1. 6

Abstract: “The purpose of this dissertation is to provide constructive proof that the logic programming language Prolog can be implemented an order of magnitude more efficiently than the best previous systems, so that its speed approaches imperative languages such as C for a significant class of problems. The driving force in the design is to encode each occurence of a general feature of Prolog as simply as possible. The resulting system, Aquarius Prolog, is about five times faster than Quintus Prolog, a high-performance commercial system, on a set of representative programs. The design is based on the following ideas:

  1. Reduce instruction granularity. Use an execution model, the Berkeley Abstract Machine (BAM), that retains the good features of the Warren Abstract Machine (WAM), a standard execution model for Prolog, but is more easily optimized and closer to a real machine.

  2. Exploit determinism. Compile deterministic programs with efficient conditional branches. Most predicates written by human programmers are deterministic, yet previous systems often compile them in an inefficient manner by simulating conditional branching with backtracking.

  3. Specialize unification. Compile unification to the simplest possible code. Unification is a general, pattern-matching operation that can do many things in the implementation: pass parameters, assign values to variables, allocate memory, and do conditional branching.

  4. Dataflow analysis. Derive type information by global dataflow analysis to support these ideas. Because of the limitations of the dataflow analysis, the system is not yet competitive with the C language for all programs. I outline the work that is needed to close the gap.”

  1.  

  2. 2

    Early on, in its description of prolog, this paper mentions that other research has been done on parallelism (and I specifically recall 1983’s Artificial Intelligence in Prolog describing implicit parallel execution as a possible form of optimization, with resolution done sort of like speculative execution – cut branches being discarded). However, determining whether or not a branch can be executed in parallel doesn’t appear in the overviews of data flow analysis. Does Aquarius perform any kind of parallel or speculative execution? (Is it limited to their VLSI-BAM architecture?) I haven’t finished the paper yet, so maybe it’s buried in the later pages.

    1. 1

      It doesn’t mention parallelism in the sections on performance, future work, or the website. I don’t think it’s designed for that. This makes sense given he was doing 200+ pages of work on mapping logic to high-performance primitives and VM. That’s the kind of thing you figure out before trying to do those things in parallel. The future work section also looks like some things students could tackle for Master’s or PhD projects.

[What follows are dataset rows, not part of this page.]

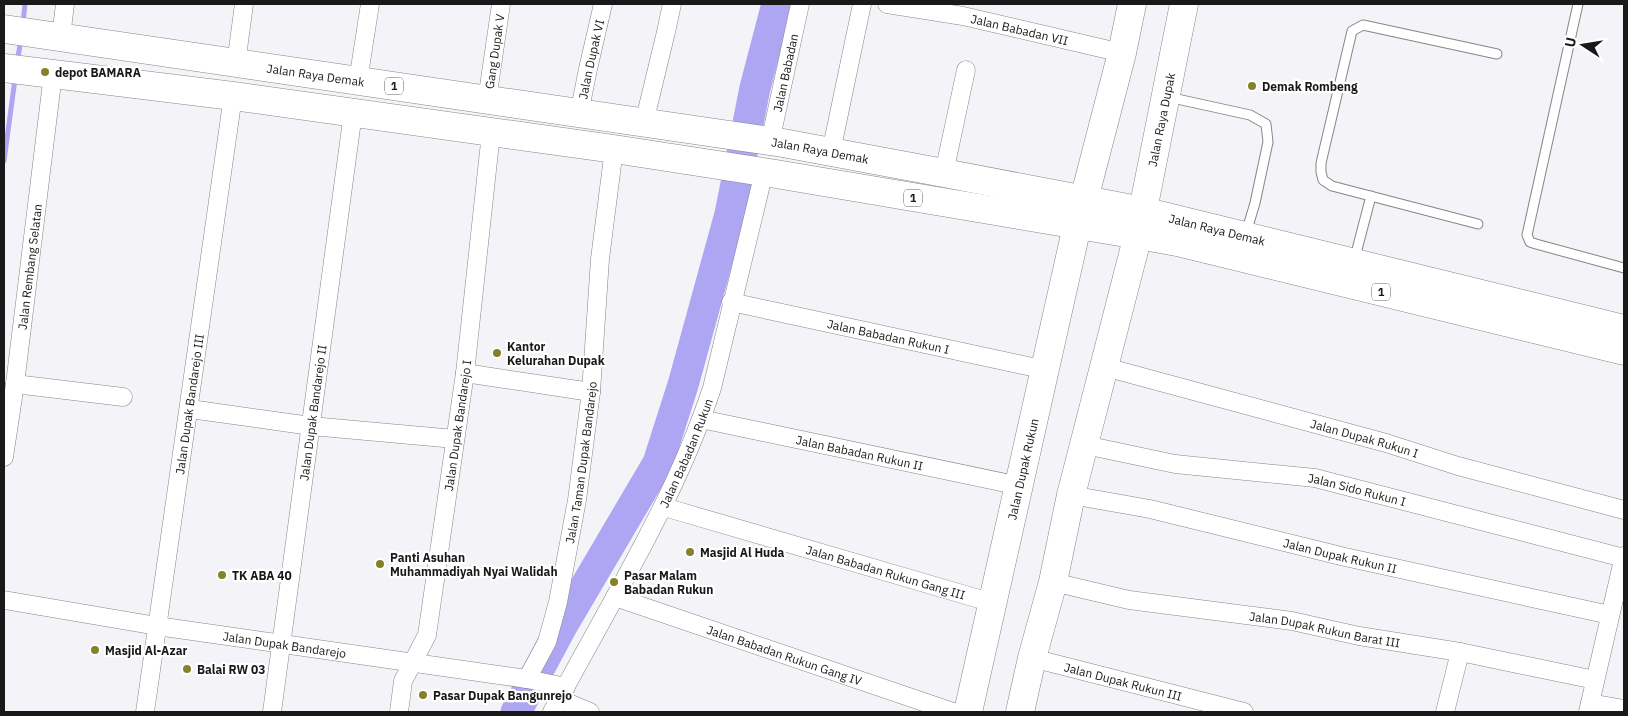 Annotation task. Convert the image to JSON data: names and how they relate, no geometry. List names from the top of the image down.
{
  "streets": {
    "main road": [
      "Jalan Raya Demak",
      "1",
      "Jalan Raya Dupak",
      "Jalan Dupak Rukun"
    ],
    "street": [
      "Jalan Babadan VII",
      "Gang Dupak V",
      "Jalan Dupak VI",
      "Jalan Babadan",
      "Jalan Rembang Selatan",
      "Jalan Babadan Rukun I",
      "Jalan Dupak Bandarejo III",
      "Jalan Dupak Bandarejo II",
      "Jalan Dupak Bandarejo I",
      "Jalan Dupak Rukun I",
      "Jalan Babadan Rukun",
      "Jalan Babadan Rukun II",
      "Jalan Taman Dupak Bandarejo",
      "Jalan Sido Rukun I",
      "Jalan Dupak Rukun II",
      "Jalan Babadan Rukun Gang III",
      "Jalan Dupak Rukun Barat III",
      "Jalan Dupak Bandarejo",
      "Jalan Babadan Rukun Gang IV",
      "Jalan Dupak Rukun III"
    ]
  },
  "crossings": [
    ["Gang Dupak V", "Jalan Raya Demak"],
    ["Jalan Dupak VI", "Jalan Raya Demak"],
    ["Jalan Babadan", "Jalan Raya Demak"],
    ["Jalan Raya Demak", "Jalan Raya Dupak"],
    ["Jalan Raya Demak", "Jalan Rembang Selatan"],
    ["Jalan Raya Demak", "Jalan Dupak Bandarejo III"],
    ["Jalan Raya Demak", "Jalan Dupak Bandarejo II"],
    ["Jalan Raya Demak", "Jalan Dupak Bandarejo I"],
    ["Jalan Raya Demak", "Jalan Babadan Rukun"],
    ["Jalan Raya Demak", "Jalan Taman Dupak Bandarejo"],
    ["Jalan Raya Demak", "Jalan Dupak Rukun"],
    ["Jalan Babadan Rukun I", "Jalan Babadan Rukun"],
    ["Jalan Babadan Rukun I", "Jalan Dupak Rukun"],
    ["Jalan Dupak Bandarejo III", "Jalan Dupak Bandarejo"],
    ["Jalan Dupak Bandarejo II", "Jalan Dupak Bandarejo"],
    ["Jalan Dupak Bandarejo I", "Jalan Dupak Bandarejo"],
    ["Jalan Babadan Rukun", "Jalan Babadan Rukun II"],
    ["Jalan Babadan Rukun", "Jalan Babadan Rukun Gang III"],
    ["Jalan Babadan Rukun", "Jalan Dupak Bandarejo"],
    ["Jalan Babadan Rukun", "Jalan Babadan Rukun Gang IV"],
    ["Jalan Babadan Rukun II", "Jalan Dupak Rukun"],
    ["Jalan Taman Dupak Bandarejo", "Jalan Dupak Bandarejo"],
    ["Jalan Dupak Rukun", "Jalan Babadan Rukun Gang III"]
  ],
  "places": [
    "depot BAMARA",
    "Demak Rombeng",
    "Kantor Kelurahan Dupak",
    "Masjid Al Huda",
    "Panti Asuhan Muhammadiyah Nyai Walidah",
    "TK ABA 40",
    "Pasar Malam Babadan Rukun",
    "Masjid Al-Azar",
    "Balai RW 03",
    "Pasar Dupak Bangunrejo"
  ],
  "north": "left"
} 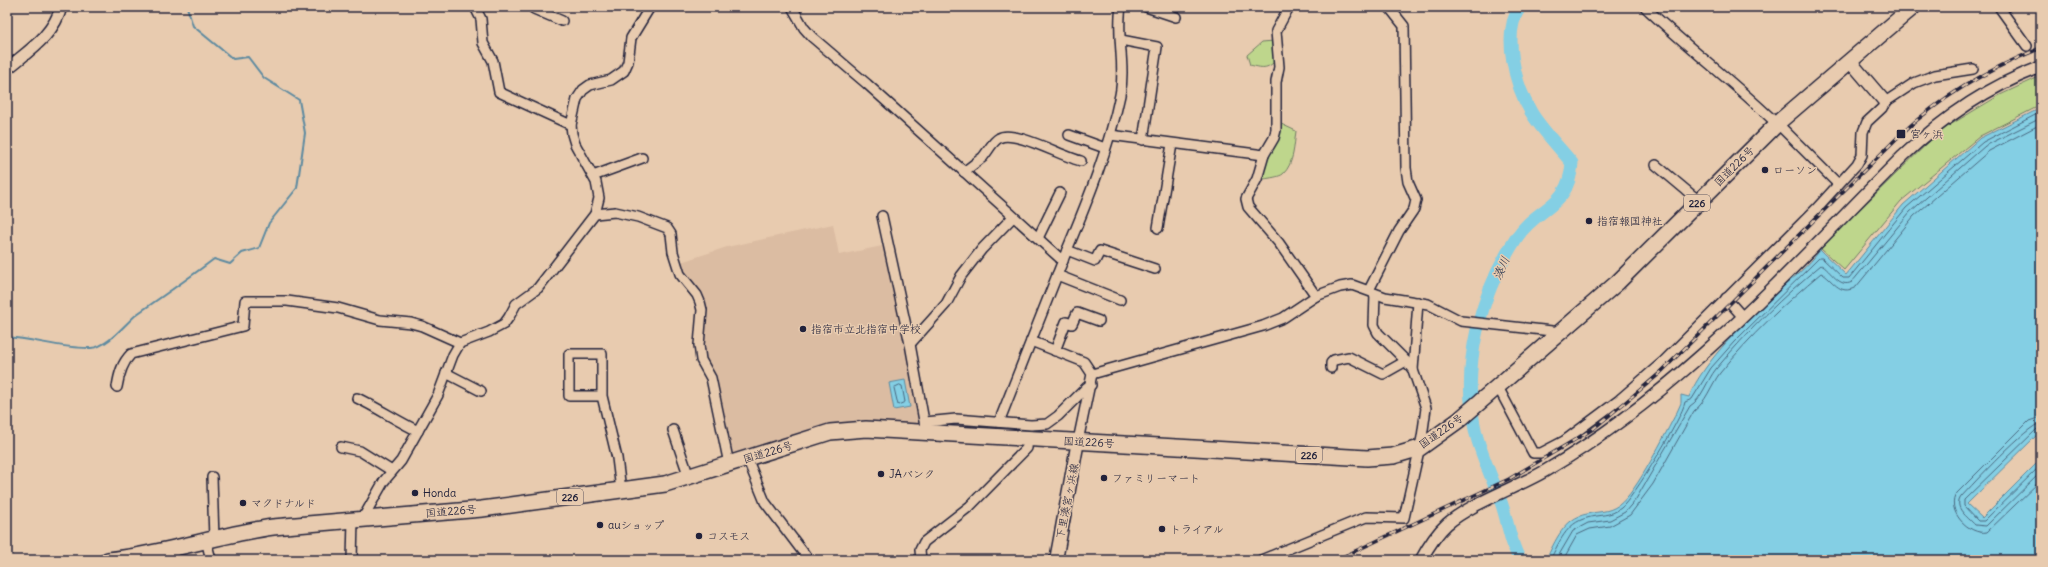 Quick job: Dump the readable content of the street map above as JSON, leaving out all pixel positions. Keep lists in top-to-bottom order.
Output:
{
  "streets": {
    "highway": ["国道226号", "226"],
    "main road": ["下里湊宮ヶ浜線"]
  },
  "crossings": [
    ["国道226号", "下里湊宮ヶ浜線"]
  ],
  "water": ["湊川"],
  "places": {
    "transit": ["宮ヶ浜"],
    "other": [
      "ローソン",
      "指宿報国神社",
      "指宿市立北指宿中学校",
      "JAバンク",
      "ファミリーマート",
      "Honda",
      "マクドナルド",
      "auショップ",
      "トライアル",
      "コスモス"
    ]
  }
} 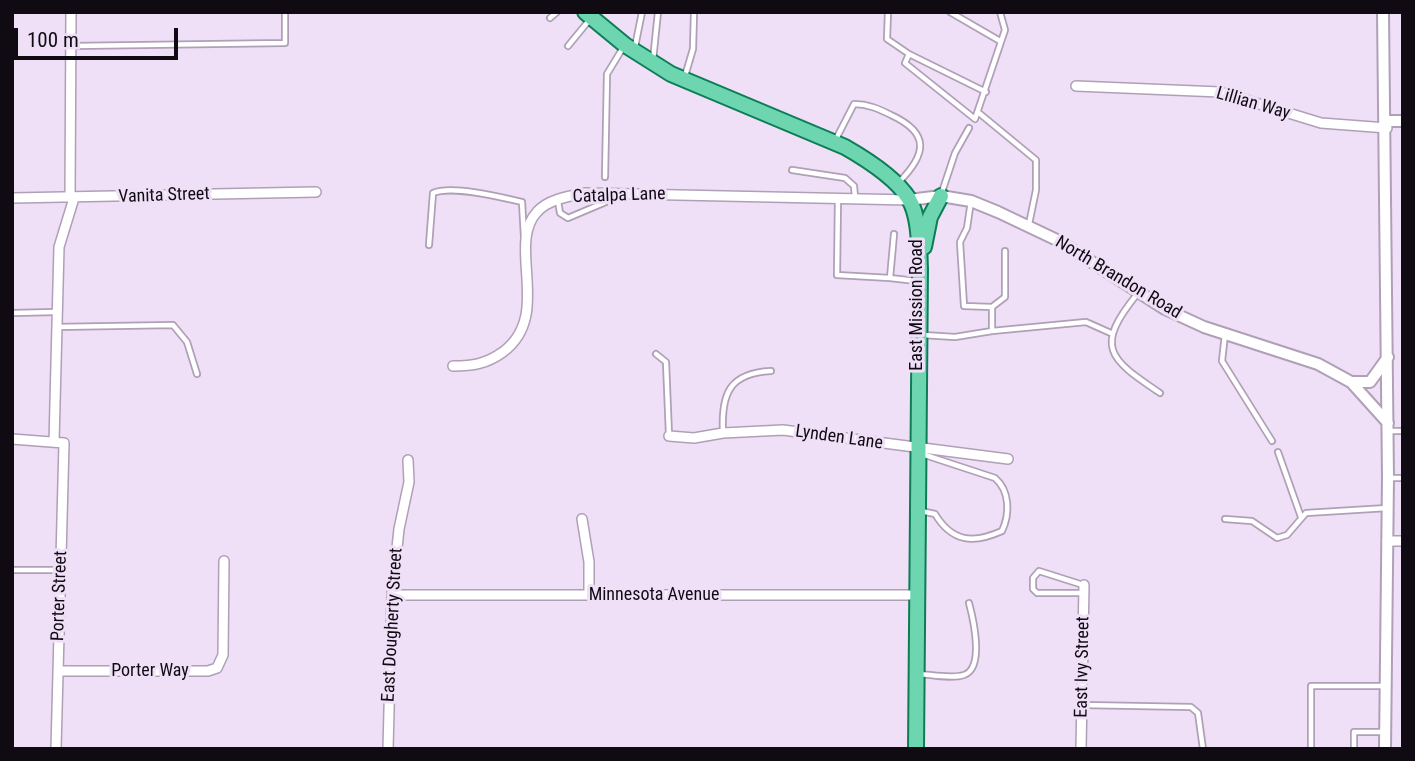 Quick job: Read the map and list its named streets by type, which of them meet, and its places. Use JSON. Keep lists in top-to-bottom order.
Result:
{
  "streets": {
    "main road": ["East Mission Road"],
    "street": [
      "Lillian Way",
      "Vanita Street",
      "Catalpa Lane",
      "North Brandon Road",
      "Lynden Lane",
      "Minnesota Avenue",
      "Porter Street",
      "East Dougherty Street",
      "East Ivy Street",
      "Porter Way"
    ]
  },
  "crossings": [
    ["Vanita Street", "Porter Street"],
    ["Catalpa Lane", "North Brandon Road"],
    ["Catalpa Lane", "East Mission Road"],
    ["North Brandon Road", "East Mission Road"],
    ["East Mission Road", "Lynden Lane"],
    ["East Mission Road", "Minnesota Avenue"],
    ["Minnesota Avenue", "East Dougherty Street"],
    ["Porter Street", "Porter Way"]
  ],
  "scale_bar": "100 m"
} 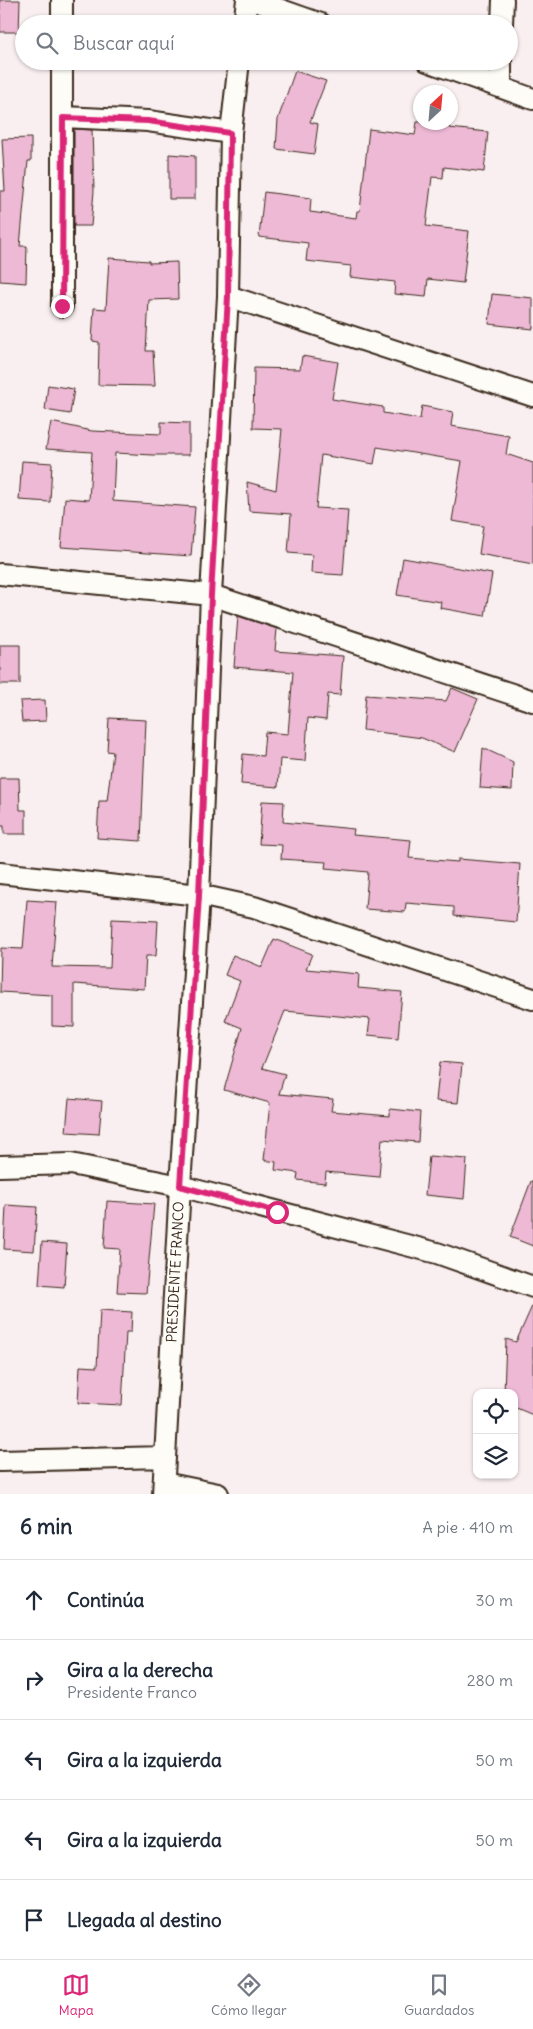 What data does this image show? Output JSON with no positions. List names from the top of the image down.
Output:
{
  "streets": {
    "street": ["PRESIDENTE FRANCO"]
  },
  "north": "top right",
  "page": {
    "search": "Buscar aquí",
    "heading": ["6 min", "A pie · 410 m"],
    "list": [
      ["Continúa", "30 m"],
      ["Gira a la derecha", "Presidente Franco", "280 m"],
      ["Gira a la izquierda", "50 m"],
      ["Gira a la izquierda", "50 m"],
      "Llegada al destino"
    ],
    "nav": ["Mapa", "Cómo llegar", "Guardados"]
  }
} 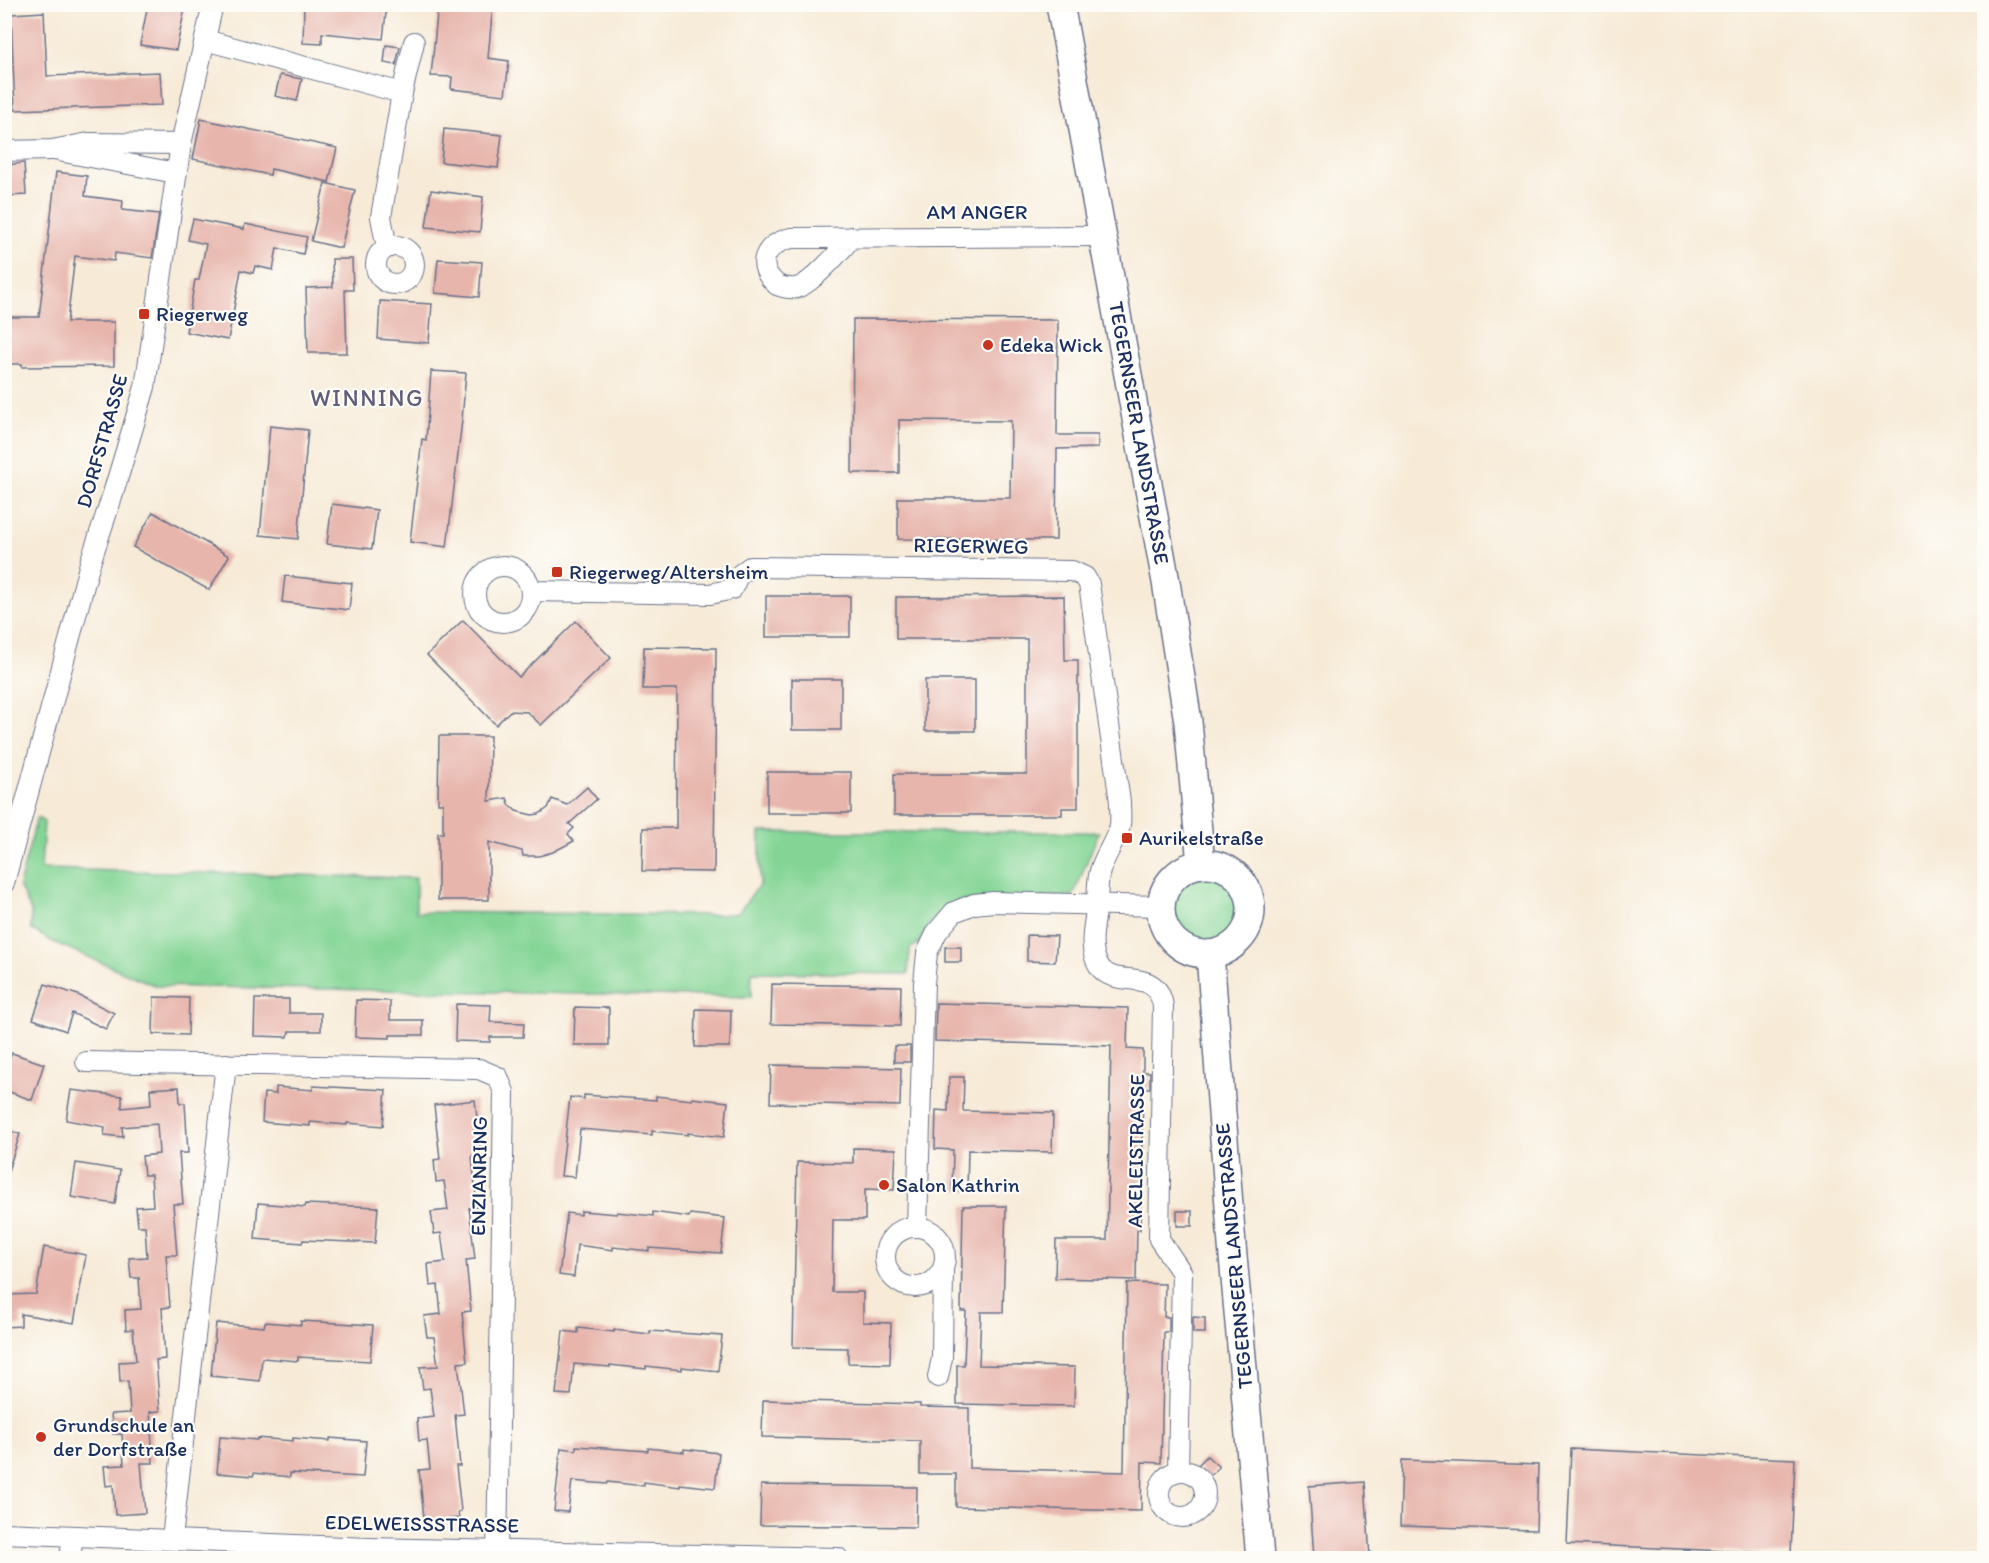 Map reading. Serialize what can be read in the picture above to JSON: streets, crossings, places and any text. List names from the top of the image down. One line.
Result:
{"streets":{"main road":["TEGERNSEER LANDSTRASSE"],"street":["AM ANGER","DORFSTRASSE","RIEGERWEG","AKELEISTRASSE","ENZIANRING","EDELWEISSSTRASSE"]},"crossings":[["AM ANGER","TEGERNSEER LANDSTRASSE"],["RIEGERWEG","AKELEISTRASSE"],["ENZIANRING","EDELWEISSSTRASSE"]],"districts":["WINNING"],"places":{"transit":["Riegerweg","Riegerweg/Altersheim","Aurikelstraße"],"other":["Edeka Wick","Salon Kathrin","Grundschule an der Dorfstraße"]}}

      I kept this as his techniques might still be valuable in later projects for high-performance Prolog. Especially, a Prolog or non-Prolog way to do verified, executable specs that perform well. For high-performance logic computing, Mercury is the most state-of-the-art system that’s actively developed. It also has commercial use.

      Edit: Here’s you a survey paper on parallel execution of logic programs, too.

      1. 1

        Yeah, it seems to be all compiler optimization type stuff. Today, parallelism is a pretty cheap way to get better performance (and it was certainly on the map in 1990 – the authorship of the Aquarius paper overlaps with the Fifth Generation Computer project in Japan, which bet heavily on both parallelization and custom hardware, and outside of logic you had stuff like the Connection Machine), but I guess it wasn’t considered as cheap in those days than even fabricating your own chip.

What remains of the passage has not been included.